The Rich Man is received in the realm of death when he dies which we might equate to what we commonly call hell). There he is engulfed in flame and agony, and he calls out to Father Abraham that Lazarus might bear onto him a drop of water. Here he is, never paid a drop of attention to Lazarus in earthly life, but wants Lazarus to minister to him, with water to cool his tongue, in hell …

How ironic is it, that the Rich Man asks for a drop of water to cool his tongue, yet how many of us have lifted a finger to respond to the severe lack of drinking water in the First Nations communities that surround us?

Water is a basic right, isn’t it?


But do we understand it as such for Indigenous communities too??


The Rich Man goes on to demonstrate his sense of entitlement, insisting that his brothers should have special treatment – again through Lazarus’ ministry – that Lazarus should go back to earth and tell his brothers they will get what-for if they don’t smarten up! Father Abraham responds: they have their teachings from prophets and scriptures to guide them.


The Rich Man comes back with “they will get the message for sure if someone returns from the dead to give it to them”.


Well.

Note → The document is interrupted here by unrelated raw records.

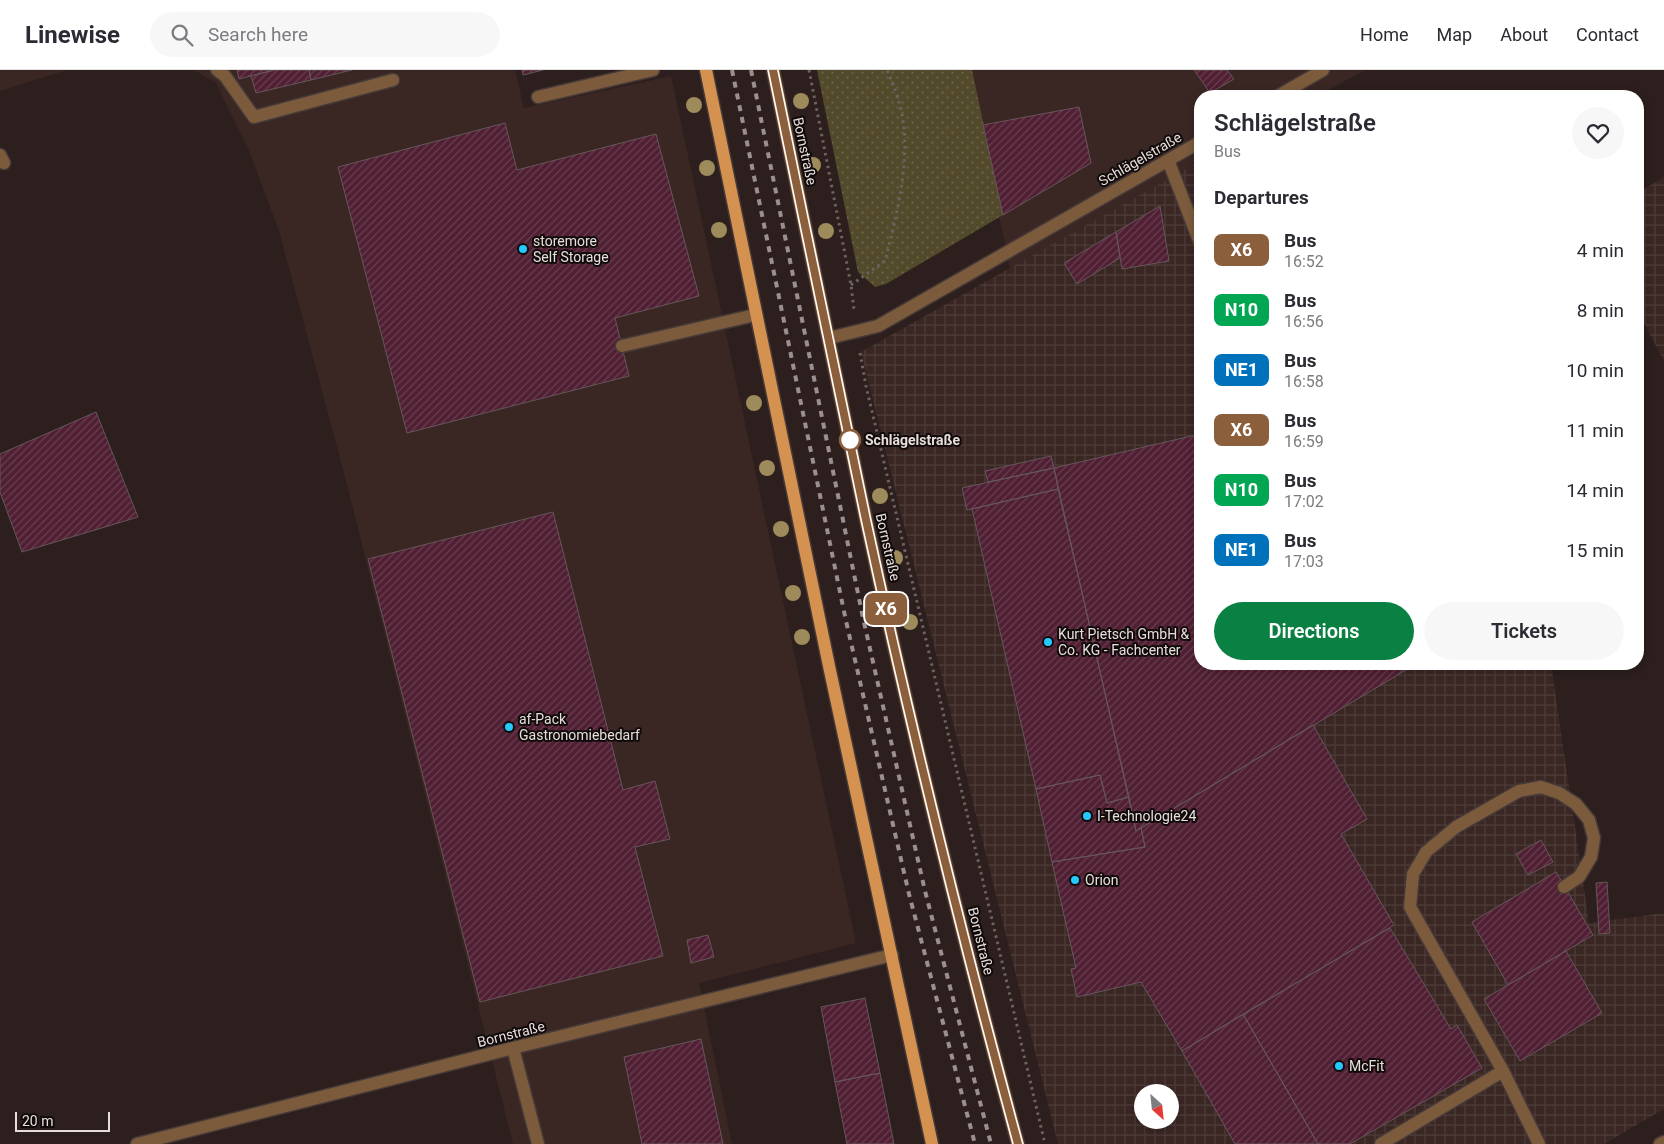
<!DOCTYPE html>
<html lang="en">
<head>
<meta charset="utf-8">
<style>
	body { margin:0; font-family:Roboto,sans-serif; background:#f7f7f7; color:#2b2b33; height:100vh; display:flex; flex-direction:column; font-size:19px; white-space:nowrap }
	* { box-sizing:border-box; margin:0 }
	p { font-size:16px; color:#7c7c81 }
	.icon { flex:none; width:28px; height:28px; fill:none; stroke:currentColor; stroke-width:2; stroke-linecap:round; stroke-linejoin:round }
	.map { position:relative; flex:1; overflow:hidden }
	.sheet { position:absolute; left:1194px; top:20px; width:450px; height:580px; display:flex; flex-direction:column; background:#fff; border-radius:20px; box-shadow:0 2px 8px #0003 }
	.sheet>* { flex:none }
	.badge { padding:0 10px; border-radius:8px; font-size:18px; line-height:32px }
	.needle { width:32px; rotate:153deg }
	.tools { position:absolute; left:1134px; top:1014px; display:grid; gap:10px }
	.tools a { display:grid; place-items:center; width:45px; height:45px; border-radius:50%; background:#fff; box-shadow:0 2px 8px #0003; font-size:25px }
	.scale { position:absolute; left:15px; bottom:12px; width:95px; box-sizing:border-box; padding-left:5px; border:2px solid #e7dedc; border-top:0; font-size:14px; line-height:18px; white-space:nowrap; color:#e7dedc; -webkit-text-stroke:4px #100b0a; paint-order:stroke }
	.map>.badge { position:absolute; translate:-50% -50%; box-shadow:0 0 0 2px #fff }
	h2 { padding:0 20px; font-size:19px; line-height:45px }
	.round { display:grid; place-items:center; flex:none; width:52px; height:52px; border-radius:26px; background:#f7f7f7 }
	.summary { display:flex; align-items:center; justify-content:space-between; height:85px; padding:0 20px }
	h1 { font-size:24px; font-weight:600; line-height:38px }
	.button { display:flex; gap:10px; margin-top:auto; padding:10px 20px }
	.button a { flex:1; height:58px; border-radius:30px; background:#0b8043; color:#fff; font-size:20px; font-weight:600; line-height:58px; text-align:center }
	.button a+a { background:#f7f7f7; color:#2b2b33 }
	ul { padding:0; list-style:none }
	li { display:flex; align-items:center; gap:15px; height:60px; padding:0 20px }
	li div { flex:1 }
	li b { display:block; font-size:19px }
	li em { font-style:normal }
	li .badge { min-width:55px; font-weight:700; text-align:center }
	header { display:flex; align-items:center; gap:30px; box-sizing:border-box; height:70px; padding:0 25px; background:#fff; border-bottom:1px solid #e1e1e2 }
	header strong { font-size:24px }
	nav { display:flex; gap:28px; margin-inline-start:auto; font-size:18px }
	.search { width:350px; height:45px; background:#f7f7f7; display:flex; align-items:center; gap:12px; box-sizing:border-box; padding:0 18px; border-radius:28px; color:#7c7c81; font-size:19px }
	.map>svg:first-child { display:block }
</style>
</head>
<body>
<header>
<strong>Linewise</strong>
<div class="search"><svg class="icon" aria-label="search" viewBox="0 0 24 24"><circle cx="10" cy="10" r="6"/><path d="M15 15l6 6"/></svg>Search here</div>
<nav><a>Home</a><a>Map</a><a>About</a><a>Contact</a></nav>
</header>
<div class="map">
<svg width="1664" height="1074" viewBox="0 0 1664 1074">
	<defs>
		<pattern id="industrial-grid" width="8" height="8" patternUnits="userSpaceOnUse" patternTransform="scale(1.25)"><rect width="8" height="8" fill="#3a2724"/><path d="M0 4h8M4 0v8" fill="none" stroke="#4d3c39"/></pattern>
		<pattern id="park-dots" width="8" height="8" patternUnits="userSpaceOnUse" patternTransform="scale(1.25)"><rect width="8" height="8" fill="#524a2b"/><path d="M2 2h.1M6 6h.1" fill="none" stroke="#6b6449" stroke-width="1.8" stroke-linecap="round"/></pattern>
		<pattern id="building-hatch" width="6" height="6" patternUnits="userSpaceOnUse" patternTransform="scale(1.25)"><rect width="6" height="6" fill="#501f33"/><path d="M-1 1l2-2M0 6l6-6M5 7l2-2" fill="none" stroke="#693f50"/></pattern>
	</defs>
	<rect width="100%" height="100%" fill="#2c1f1d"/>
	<path fill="#3a2724" d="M0,0H67L0,21Z
		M194,0H515L524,38L671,6L856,873L699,913L732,1074H513L343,399L279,161L249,81L216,13Z
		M969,0H1365L1317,26H1200V91L1010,199Z"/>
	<path fill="url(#industrial-grid)" fill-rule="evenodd" d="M1200,91V594H1551L1589,853L1664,843V1039L1604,1074H1058L861,282ZM1142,1022H1170V1050H1142Z
		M1664,107V291L1638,242V123Z"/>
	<path fill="url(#park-dots)" d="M817,0H972L1003,145L886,214L875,217L858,202Z"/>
	<path fill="url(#building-hatch)" stroke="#65575b" d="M237,0H274L239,9Z
		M274,0H309L311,10L256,23L251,6Z
		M309,0H352L311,10Z
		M522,0H543L523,5Z
		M1194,0H1227L1234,9L1210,23Z
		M1079,37L1091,93L1003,145L983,55Z
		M505,53L517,100L656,64L699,226L615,248L629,306L407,363L338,97Z
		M1160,136L1169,191L1122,199L1116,162Z
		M1116,162L1120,188L1077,214L1064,193Z
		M96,342L138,447L22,482L0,422V384Z
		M1200,364V594H1416L1136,761L1054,398Z
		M1051,386L1054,398L988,412L985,401Z
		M1054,398L1058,419L967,440L962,418Z
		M1058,419L1129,727L1107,733L1100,705L1036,719L972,439Z
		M553,442L623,720L655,711L670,769L635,777L663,886L480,932L368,489Z
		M1313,655L1367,749L1341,764L1394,855L1182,981L1141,912L1077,927L1071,899L1076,898L1052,792L1145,777L1141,758Z
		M1100,705L1107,733L1129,727L1136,761L1141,758L1145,777L1052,792L1036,719Z
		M1541,770L1553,792L1528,805L1516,784Z
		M1556,802L1593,865L1508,915L1472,852Z
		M1607,812L1610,863L1599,864L1596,813Z
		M1390,858L1451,959L1457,955L1482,998L1350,1074H1318L1243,944Z
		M708,865L714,887L691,893L687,870Z
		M1566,881L1602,943L1520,991L1484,929Z
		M865,928L880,1003L835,1012L821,937Z
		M1243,944L1318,1074H1235L1182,981Z
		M701,969L723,1074H642L624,987Z
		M880,1003L894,1074H847L835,1012Z"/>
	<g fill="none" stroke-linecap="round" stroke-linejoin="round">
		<g stroke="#463a38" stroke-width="15">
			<path id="minor" d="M217,0L225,6L254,47L393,10
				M1278,26L1323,0
				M538,27L653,0
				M0,85L4,93
				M1168,90L1200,173
				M829,268L878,256L1200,72
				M622,276L755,245
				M513,978L538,1074
				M137,1074L513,978L892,885
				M1381,1074L1503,1001
				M1539,1074L1503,1001L1410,837L1413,804L1426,782L1456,757L1519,721L1541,717L1559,723L1576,734L1589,750L1594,768L1591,787L1579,807L1564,817
				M1660,1074L1664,1072"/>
		</g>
		<g stroke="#463a38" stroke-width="15">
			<path id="major" d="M706,0L829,596L932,1074
				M773,0C804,150 834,300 866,450C911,659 962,867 1018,1074"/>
		</g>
		<path stroke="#6e6260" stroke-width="3" stroke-dasharray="2.5 4" stroke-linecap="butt" d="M809,0L851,215L854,240
			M851,215L885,191C897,145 913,82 900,36C897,23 892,12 887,0
			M860,283L866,316L1045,1074"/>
		<use href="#minor" stroke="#7c5b3d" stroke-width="12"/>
		<use href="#major" stroke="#d59150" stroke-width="12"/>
		<path stroke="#9b908e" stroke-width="4" stroke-dasharray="6 6" stroke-linecap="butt" d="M732,0L846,551L909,824L975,1074
			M751,0L863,548L925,821L991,1074"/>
	</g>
	<g fill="#9d8b5b">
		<circle cx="801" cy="31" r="8"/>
		<circle cx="694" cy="35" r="8"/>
		<circle cx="813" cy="95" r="8"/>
		<circle cx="707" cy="98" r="8"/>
		<circle cx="719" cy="160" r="8"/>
		<circle cx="826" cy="161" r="8"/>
		<circle cx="754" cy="333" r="8"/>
		<circle cx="767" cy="398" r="8"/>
		<circle cx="880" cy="426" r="8"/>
		<circle cx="781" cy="459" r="8"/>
		<circle cx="895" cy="488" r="8"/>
		<circle cx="793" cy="523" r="8"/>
		<circle cx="910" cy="552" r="8"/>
		<circle cx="802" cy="567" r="8"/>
	</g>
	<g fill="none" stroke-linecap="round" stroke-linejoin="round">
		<g stroke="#fff" stroke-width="11">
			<path id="line" d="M773,0C804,150 834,300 866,450C911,659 962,867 1018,1074"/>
		</g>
		<use href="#line" stroke="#8b5e3c" stroke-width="8"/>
	</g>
	<g fill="#25c9fe" stroke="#100b0a" stroke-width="2">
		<circle cx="523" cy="179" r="5"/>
		<circle cx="1048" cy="572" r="5"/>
		<circle cx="509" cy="657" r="5"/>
		<circle cx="1087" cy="746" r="5"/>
		<circle cx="1075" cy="810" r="5"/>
		<circle cx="1339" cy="996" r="5"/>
	</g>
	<circle fill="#fff" stroke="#8b5e3c" stroke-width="2.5" cx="850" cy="370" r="10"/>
	<g text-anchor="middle" stroke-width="4" stroke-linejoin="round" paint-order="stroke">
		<g font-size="14" fill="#e7dedc" stroke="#100b0a">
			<text transform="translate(805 81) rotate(78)" y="5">Bornstraße</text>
			<text transform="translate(1140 89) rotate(-30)" y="5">Schlägelstraße</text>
			<text transform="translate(888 477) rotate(77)" y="5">Bornstraße</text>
			<text transform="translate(981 871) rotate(76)" y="5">Bornstraße</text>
			<text transform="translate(511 964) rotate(-14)" y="5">Bornstraße</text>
		</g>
		<g font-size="14" fill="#e7dedc" stroke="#100b0a" text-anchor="start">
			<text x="533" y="176">storemore<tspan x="533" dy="16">Self Storage</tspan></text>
			<text x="1058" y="569">Kurt Pietsch GmbH &amp;<tspan x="1058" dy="16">Co. KG - Fachcenter</tspan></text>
			<text x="519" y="654">af-Pack<tspan x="519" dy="16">Gastronomiebedarf</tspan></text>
			<text x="1097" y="751">I-Technologie24</text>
			<text x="1085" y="815">Orion</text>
			<text x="1349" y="1001">McFit</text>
		</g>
		<g font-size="14" font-weight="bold" fill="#e7dedc" stroke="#100b0a" text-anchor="start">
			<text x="865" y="375">Schlägelstraße</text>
		</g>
	</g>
</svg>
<div class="tools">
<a><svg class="needle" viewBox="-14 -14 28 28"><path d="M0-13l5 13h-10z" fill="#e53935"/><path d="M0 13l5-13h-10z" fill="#7c7c81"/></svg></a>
</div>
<div class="scale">20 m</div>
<b class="badge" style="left:886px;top:539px;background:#8b5e3c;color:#fff">X6</b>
<section class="sheet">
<div class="summary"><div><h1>Schlägelstraße</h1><p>Bus</p></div><a class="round"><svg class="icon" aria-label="heart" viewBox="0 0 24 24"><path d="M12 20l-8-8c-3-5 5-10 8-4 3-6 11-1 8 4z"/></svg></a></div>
<h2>Departures</h2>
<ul>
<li><span class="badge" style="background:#8b5e3c;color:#fff">X6</span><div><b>Bus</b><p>16:52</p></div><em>4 min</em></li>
<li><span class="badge" style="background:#00a651;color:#fff">N10</span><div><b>Bus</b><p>16:56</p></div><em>8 min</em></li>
<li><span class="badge" style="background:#0072bc;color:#fff">NE1</span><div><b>Bus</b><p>16:58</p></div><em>10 min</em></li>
<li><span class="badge" style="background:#8b5e3c;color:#fff">X6</span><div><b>Bus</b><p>16:59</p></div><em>11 min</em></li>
<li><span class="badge" style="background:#00a651;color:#fff">N10</span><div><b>Bus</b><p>17:02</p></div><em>14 min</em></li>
<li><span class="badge" style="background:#0072bc;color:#fff">NE1</span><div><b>Bus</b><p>17:03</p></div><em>15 min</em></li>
</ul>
<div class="button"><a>Directions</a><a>Tickets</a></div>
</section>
</div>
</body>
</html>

We have gotten a message. From someone who returned from the dead. But have we heard it?


Have we heard the message for sure because Jesus has returned from the dead? Or are we, despite resurrection knowledge, also deaf? We are certainly not blind, for we respond to Ukraine’s crisis with great compassion. And we are completely free to respond to our local Lazarus, liberated by the gift of faith given us through God’s own grace.[6]


The joyousness we experience from receiving these gifts of faith and grace has expression in our witness of faith – in reaching out to Lazarus in generous ways, ways that would provide more than crumbs, ways that would heal sores and express our freedom not in demands of selfishness and entitlement, but rather express our freedom in acts of real love representative of the Kingdom of God.


Such acts, done out of our joyful freedom as believers might serve to instrument the curiosity of those who do not yet believe. This is what it means to witness.


In the story Jesus tells, he has not yet died and come back to life, securing the redemption of humanity, granting freedom to all who receive the gift of faith. The Rich Man in that story at least had that excuse – but what excuse do we have?


Hear what Spirit may be showing us in this mirror. Amen.

[1] June 19th 2022 lectionary (Galatians 3:23-29) and June 26th lectionary (Galatians 5:1, 13-25) [2] https://www.canada.ca/en/public-health/corporate/publications/chief-public-health-officer-reports-state-public-health-canada/from-risk-resilience-equity-approach-covid-19/indigenous-peoples-covid-19-report.html [3] Also, from the report: “[Many] First Nations communities cannot fully implement public health behaviours like frequent hand washing due to concerns about the availability of clean water, nor can they physically distance or self-isolate as houses are overcrowded and there are insufficient community buildings to house those who are infected (like a makeshift hospital) … the inequalities that First Nations people face every day are amplified in emergency” [4] Learning resources on “Every Child Matters” is available at this link https://www.canadashistory.ca/education/classroom-resources/every-child-matters-en/every-child-matters-educational-package [5] Many of the exegetical notes in today’s sermon are closely paraphrased from the commentary “Feasting on the Gospels”. [6] Martin Luther, in his work “On Christian Freedom”[6] (accessible at https://www.elca500.org/wp-content/uploads/2020/04/Freedom-of-a-Christian_final-proof_3.17.20201.pdf) identifies that: “The Christian individual is a completely free lord of all, subject to none. The Christian individual is a completely dutiful servant of all, subject to all.”

[1] Martin Luther, in his work “On Christian Freedom”[1] (accessible at https://www.elca500.org/wp-content/uploads/2020/04/Freedom-of-a-Christian_final-proof_3.17.20201.pdf) identifies that:

“The Christian individual is a completely free lord of all, subject to none.

The Christian individual is a completely dutiful servant of all, subject to all.”